• _AIM OF THE TASK_
Take the data below and extract the lines from the one with "function fillPath(path, color)" to the one with "function write(font, color, halo, rows, align", inclusive, exactly as written.

• _RECORDS SHOWN_
=== Section Start ===
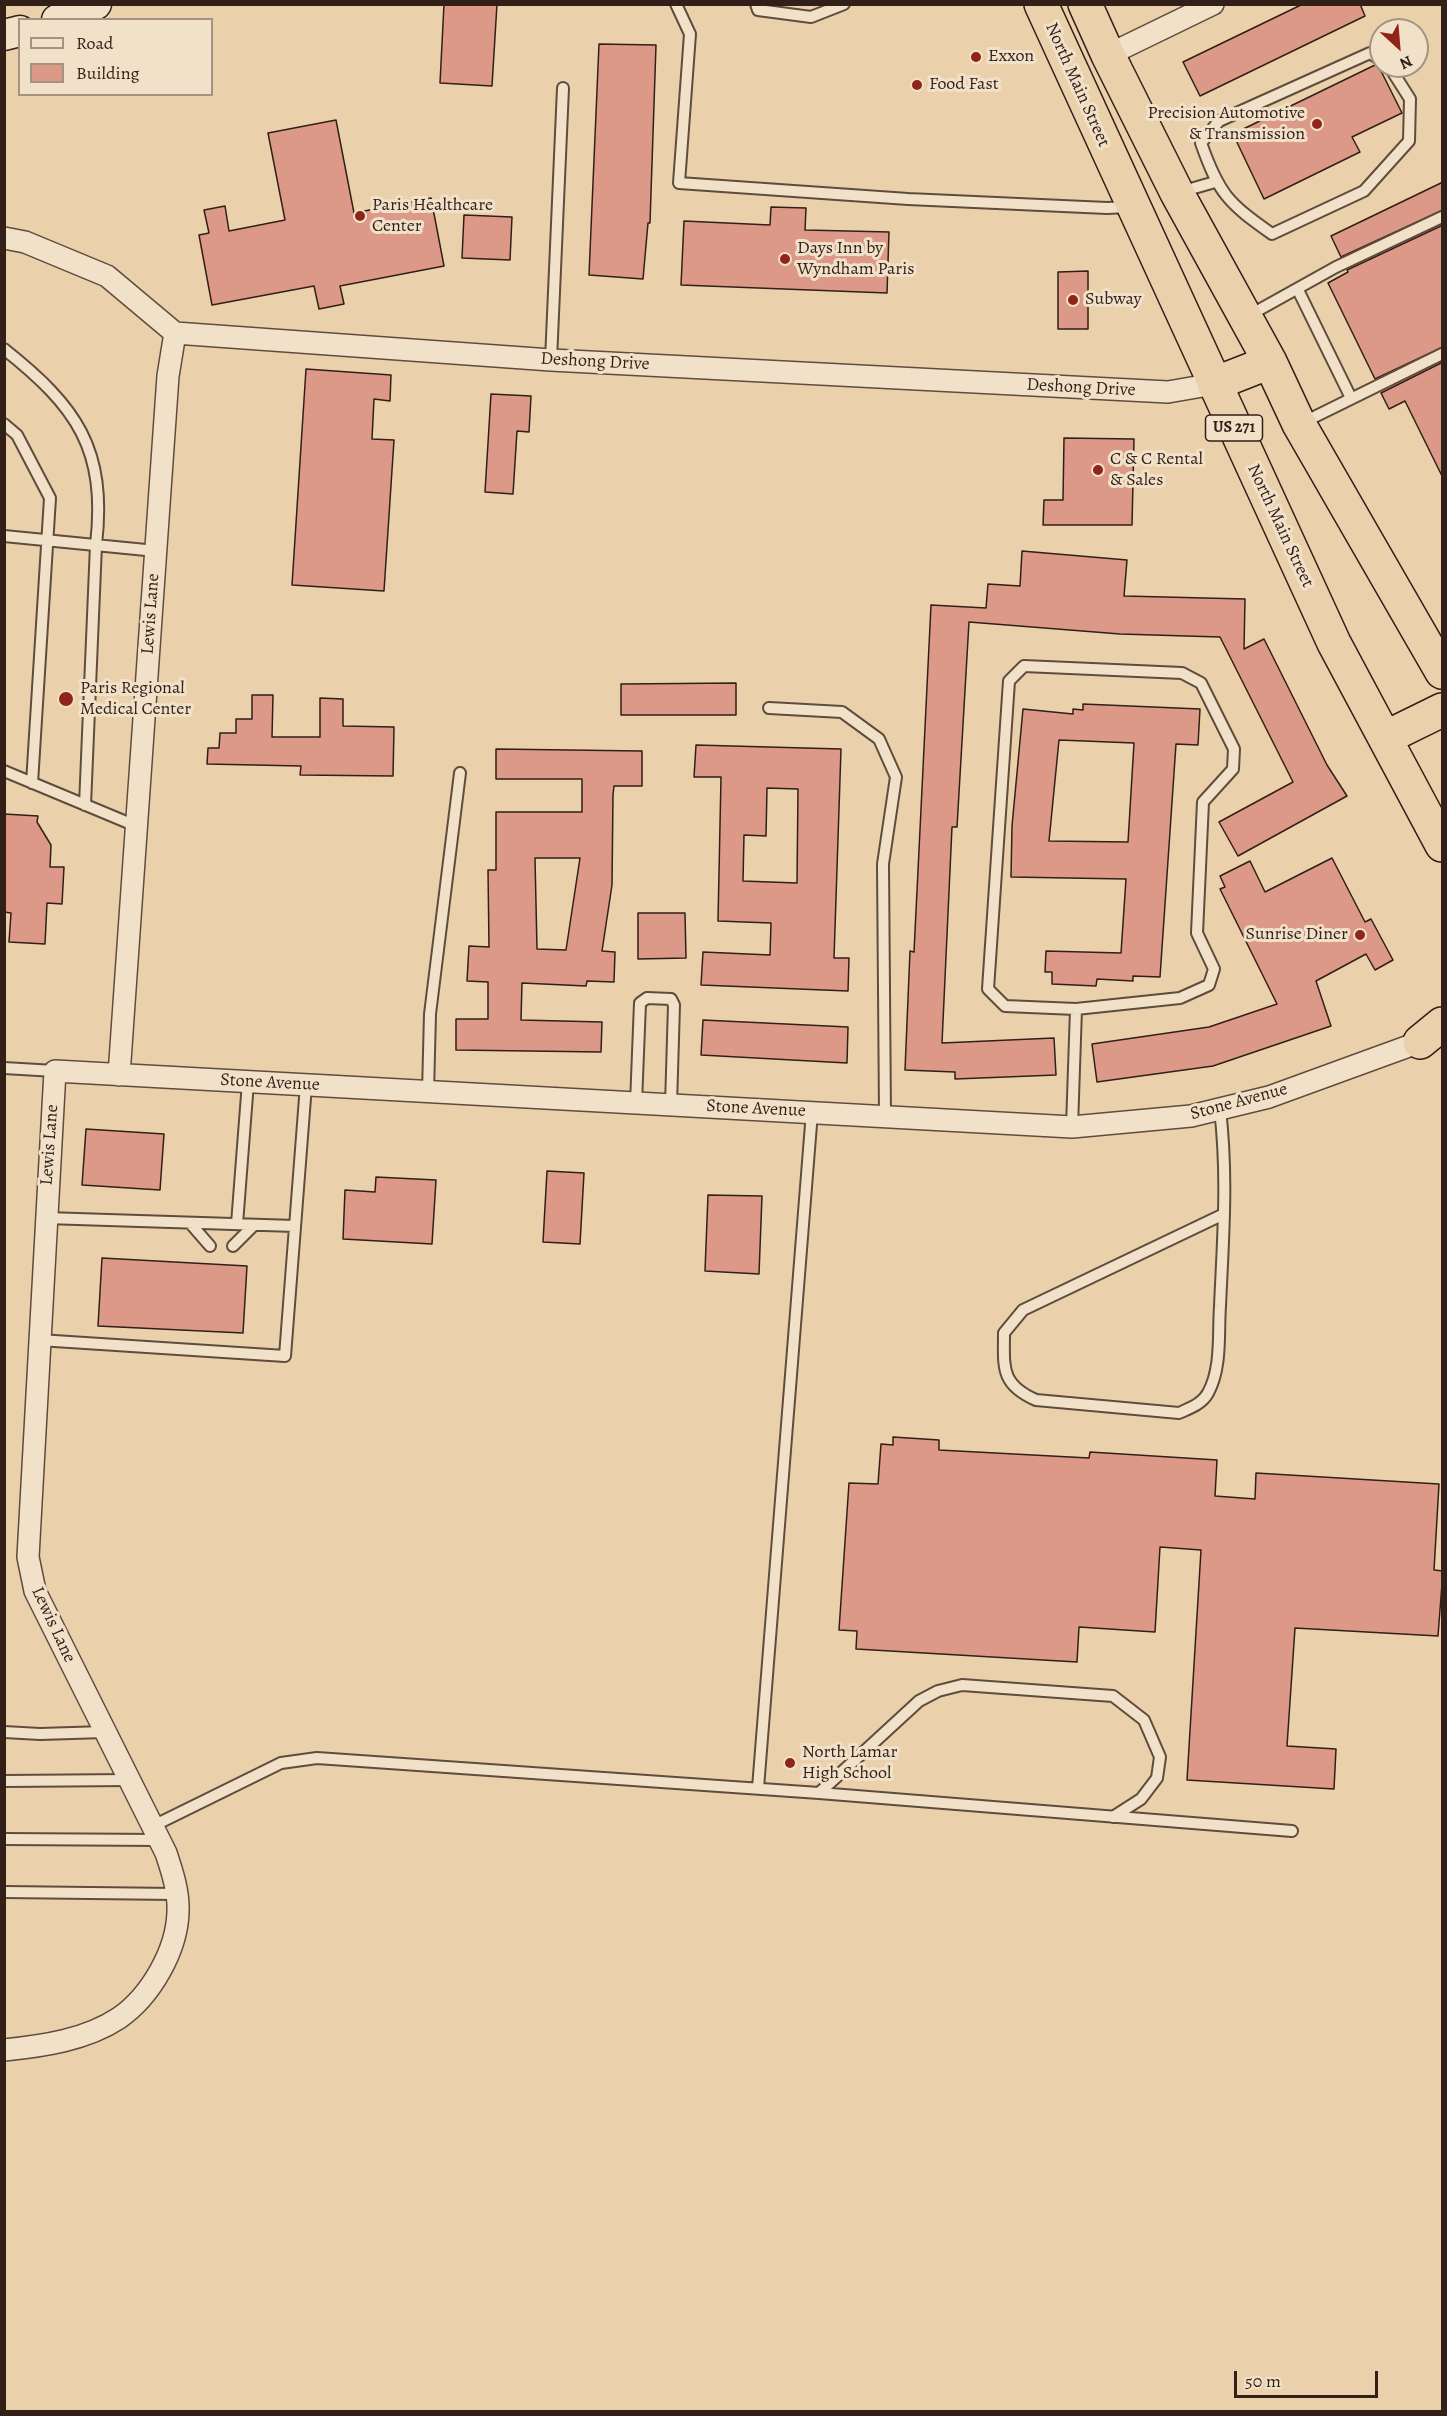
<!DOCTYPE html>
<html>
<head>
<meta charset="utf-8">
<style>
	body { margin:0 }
	#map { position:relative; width:1447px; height:2416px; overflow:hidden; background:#ead1ac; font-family:Alegreya,serif }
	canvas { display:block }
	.frame { position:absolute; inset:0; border:6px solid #311f18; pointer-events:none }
	.legend { position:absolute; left:18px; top:18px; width:195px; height:78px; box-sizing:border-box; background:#f1e1c9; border:2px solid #a49382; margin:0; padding:8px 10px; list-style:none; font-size:18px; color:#311f18 }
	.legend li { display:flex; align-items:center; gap:12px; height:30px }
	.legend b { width:30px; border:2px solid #a49382 }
	.north { position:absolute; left:1369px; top:18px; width:60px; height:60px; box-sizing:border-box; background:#f1e1c9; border:2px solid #a49382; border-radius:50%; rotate:154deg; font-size:16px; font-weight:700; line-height:24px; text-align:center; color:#311f18 }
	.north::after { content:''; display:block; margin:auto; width:21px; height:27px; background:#8f2418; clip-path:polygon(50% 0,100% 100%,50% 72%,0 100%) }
	.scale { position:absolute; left:1234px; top:2371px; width:144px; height:27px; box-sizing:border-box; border:3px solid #311f18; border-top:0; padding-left:8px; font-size:18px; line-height:21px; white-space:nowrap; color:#311f18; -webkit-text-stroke:4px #f1e1c9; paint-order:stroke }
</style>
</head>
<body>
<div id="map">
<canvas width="1447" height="2416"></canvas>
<div class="frame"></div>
<ul class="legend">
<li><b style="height:8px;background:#f1e1c9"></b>Road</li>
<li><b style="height:16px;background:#dc9987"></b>Building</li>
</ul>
<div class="north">N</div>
<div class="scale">50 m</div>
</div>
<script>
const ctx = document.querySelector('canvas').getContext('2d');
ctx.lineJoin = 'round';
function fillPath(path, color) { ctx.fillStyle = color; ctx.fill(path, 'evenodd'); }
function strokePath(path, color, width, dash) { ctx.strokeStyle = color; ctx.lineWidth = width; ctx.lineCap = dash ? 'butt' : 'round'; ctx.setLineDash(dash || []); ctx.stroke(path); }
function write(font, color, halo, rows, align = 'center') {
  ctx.font = font + ' Alegreya,serif'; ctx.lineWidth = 6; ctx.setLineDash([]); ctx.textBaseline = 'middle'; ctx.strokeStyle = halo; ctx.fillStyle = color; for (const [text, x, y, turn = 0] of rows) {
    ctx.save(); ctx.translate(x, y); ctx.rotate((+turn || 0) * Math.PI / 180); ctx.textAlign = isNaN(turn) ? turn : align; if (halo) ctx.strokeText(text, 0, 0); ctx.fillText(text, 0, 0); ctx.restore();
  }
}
const building = new Path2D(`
	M444 4H497L492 86 440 83Z
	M1303 4H1360L1365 16 1200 96 1183 62Z
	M599 44 656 45 650 223H648L643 279 589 275Z
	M1375 65 1379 67 1402 113 1352 137 1360 152 1264 199 1233 134Z
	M336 120 354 213 431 198 444 266 340 286 344 304 319 309 314 286 212 305 199 235 209 233 204 210 225 206 229 231 285 220 268 133Z
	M1443 182V210L1341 257 1331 236Z
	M771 207 806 208 805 230 889 232 887 293 681 285 684 221 770 225Z
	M464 215 512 217 510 260 462 258Z
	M1443 225V347L1375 379 1328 283 1348 272 1347 270Z
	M1088 271V329H1058V272Z
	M1443 362V478L1405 401 1389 409 1381 393Z
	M306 369 391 375 390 401 374 399 372 439 394 440 384 591 292 585Z
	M491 394 531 396 529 432 517 431 513 494 485 492Z
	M1064 438 1134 439 1132 525H1043L1044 500H1063Z
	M1022 551 1127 560 1124 596 1245 599 1244 649 1264 639 1327 765 1347 796 1238 856 1219 822 1293 782 1220 637 1120 634 969 622 957 827H952L942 1043 1054 1038 1056 1075 955 1079V1072L905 1070 910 951 914 952 931 605 986 608 988 584 1020 586Z
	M736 683V715H621V684Z
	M252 695H273L272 737H320V698L343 699V726L394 727 393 776 300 775 301 766 207 764 208 748H219L220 733H236V719H252Z
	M1083 704 1200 709 1198 745 1176 744 1160 977 1133 976V981L1097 979 1096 986 1052 984V972H1045L1046 951 1121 953 1126 879 1011 877 1012 826 1023 709 1073 714V709L1083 710ZM1059 740 1134 743 1128 842 1049 841Z
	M696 745 841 749 834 958H849L848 991 701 985 703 952 770 955 771 923 718 921 721 777H694ZM767 788 798 789 797 883 743 881 744 835 766 836Z
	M496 749 642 751V786H614L613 795 612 885 602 951 615 952 614 982 587 981 586 986 522 983 521 1020 602 1022 601 1052 456 1050V1019H488V982L467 981 469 946 489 947 488 870H496V812H582V779H496ZM535 858H580L566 950 537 949Z
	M4 814 38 816 37 822 51 845 50 867H64L62 904 47 903 45 944 9 942 11 913 4 912Z
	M1332 858 1365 922 1371 919 1393 960 1375 970 1366 954 1316 981 1331 1026 1213 1066 1097 1082 1092 1044 1209 1027 1277 1004 1220 889 1225 887 1220 876 1250 861 1265 892Z
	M638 913H685L686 958 638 959Z
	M703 1020 848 1027 847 1063 701 1055Z
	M86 1129 164 1134 160 1190 82 1185Z
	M547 1171 584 1173 580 1244 543 1242Z
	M376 1177 436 1180 432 1244 343 1239 345 1190 375 1192Z
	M708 1195 762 1196 759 1274 705 1271Z
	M102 1258 247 1266 243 1333 98 1326Z
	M893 1437 939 1440V1450L1089 1458 1090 1452 1217 1460 1215 1496 1255 1499 1256 1473 1439 1484 1434 1570 1443 1571 1438 1636 1295 1628 1287 1746 1336 1749 1334 1789 1187 1780 1201 1550 1160 1547 1155 1632 1079 1627 1077 1662 856 1649 857 1631 839 1630 849 1483 878 1484 881 1444 893 1445Z`);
fillPath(building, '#dc9987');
strokePath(building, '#311f18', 1.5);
const service = new Path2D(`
	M676 4 690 34 679 183 908 199 1107 208 1129 207
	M756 4 758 10 811 17 844 4
	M1381 60 1370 53 1219 121 1201 143C1219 194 1228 203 1272 234L1364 191 1409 141 1410 99 1389 66
	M1180 192 1215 182
	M1298 290 1351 398
	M1248 316 1336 267 1442 217
	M4 349C77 407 107 449 96 545L85 805
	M551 360 563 88
	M1302 423 1442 354
	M4 424 17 435 50 498 32 783
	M4 536 156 551
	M1024 666 1182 673 1201 683 1234 749 1233 769 1203 802 1197 933 1214 969 1209 985 1180 998 1076 1009 1005 1006 988 989 1009 681Z
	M769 708 842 712 879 739 896 777 883 864 885 1116
	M4 771 136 826
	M4 1068 55 1071
	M428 1092 430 1014 460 773
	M636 1103 640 1003 647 998 671 999 674 1005 671 1105
	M1220 1109C1228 1177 1223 1239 1220 1306 1218 1333 1222 1368 1208 1393 1202 1404 1190 1408 1179 1413L1036 1400C1000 1384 1004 1367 1004 1333L1023 1310 1224 1214
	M1072 1127 1076 1009
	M46 1218 295 1226
	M190 1223 210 1246
	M237 1224 248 1082
	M233 1246 254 1225
	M39 1340 285 1356 306 1085
	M4 1732 40 1734 105 1732
	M4 1781 130 1780
	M758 1788 812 1112
	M819 1793 919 1701 938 1691 962 1685 1113 1696 1144 1720 1160 1757 1157 1778 1141 1799 1113 1817
	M153 1826 281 1763 317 1758 819 1793 1292 1831
	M4 1839 160 1840
	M4 1892 176 1894`);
const minor = new Path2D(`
	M1108 55 1213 4
	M4 238 25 242 107 276 175 333 551 360 1168 392 1214 384
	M119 1075 168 376 175 333
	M4 2050C43 2046 86 2040 119 2018 151 1996 177 1950 178 1912 179 1892 172 1871 166 1853L35 1591 28 1557 55 1071 1072 1127 1191 1116 1269 1097 1431 1038`);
const secondary = new Path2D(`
	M57 20 96 4
	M4 35 20 31`);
const trunk = new Path2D(`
	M1041 4 1334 643 1442 845
	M1085 4 1108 55 1177 193 1270 362 1299 424 1442 672
	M1214 384 1270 362
	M1385 738 1442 710
	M1420 1042 1442 1024`);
strokePath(service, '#5f4c3d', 14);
strokePath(minor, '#5f4c3d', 24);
strokePath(secondary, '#311f18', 33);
strokePath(trunk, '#311f18', 36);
strokePath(service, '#f1e1c9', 10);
strokePath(minor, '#f1e1c9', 21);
strokePath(secondary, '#f1e1c9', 30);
strokePath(trunk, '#ead1ac', 33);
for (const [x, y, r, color] of [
	[976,57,6,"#8f2418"],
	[917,85,6,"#8f2418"],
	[1317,124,6,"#8f2418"],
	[360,216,6,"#8f2418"],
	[785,259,6,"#8f2418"],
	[1073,300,6,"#8f2418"],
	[1098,470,6,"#8f2418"],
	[66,699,8,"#8f2418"],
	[1360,935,6,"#8f2418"],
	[790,1763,6,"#8f2418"]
]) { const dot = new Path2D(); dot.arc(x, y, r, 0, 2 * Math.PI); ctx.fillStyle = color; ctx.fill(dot); strokePath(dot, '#f1e1c9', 2); }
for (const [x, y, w] of [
	[1234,428,57]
]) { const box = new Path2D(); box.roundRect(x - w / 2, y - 13, w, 26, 4.5); ctx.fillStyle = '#f1e1c9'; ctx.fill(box); strokePath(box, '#311f18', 1.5); }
write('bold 16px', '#311f18', null, [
	["US 271",1234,428]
]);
write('18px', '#311f18', '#f1e1c9', [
	["Exxon",988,57],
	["Food Fast",929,85],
	["Precision Automotive",1305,114,"right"],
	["& Transmission",1305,135,"right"],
	["Paris Healthcare",372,206],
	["Center",372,227],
	["Days Inn by",797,249],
	["Wyndham Paris",797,270],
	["Subway",1085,300],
	["C & C Rental",1110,460],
	["& Sales",1110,481],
	["Paris Regional",80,689],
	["Medical Center",80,710],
	["Sunrise Diner",1348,935,"right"],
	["North Lamar",802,1753],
	["High School",802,1774]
], 'left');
write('18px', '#311f18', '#f1e1c9', [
	["North Main Street",1077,85,66],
	["Deshong Drive",595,362,3],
	["Deshong Drive",1081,388,3],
	["North Main Street",1280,526,65],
	["Lewis Lane",151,614,-86],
	["Stone Avenue",270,1083,3],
	["Stone Avenue",1239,1102,-15],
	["Stone Avenue",756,1109,3],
	["Lewis Lane",50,1145,-86],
	["Lewis Lane",53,1625,65]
]);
</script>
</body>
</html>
=== Section End ===
• _SOLVED EXERCISE_
function fillPath(path, color) { ctx.fillStyle = color; ctx.fill(path, 'evenodd'); }
function strokePath(path, color, width, dash) { ctx.strokeStyle = color; ctx.lineWidth = width; ctx.lineCap = dash ? 'butt' : 'round'; ctx.setLineDash(dash || []); ctx.stroke(path); }
function write(font, color, halo, rows, align = 'center') {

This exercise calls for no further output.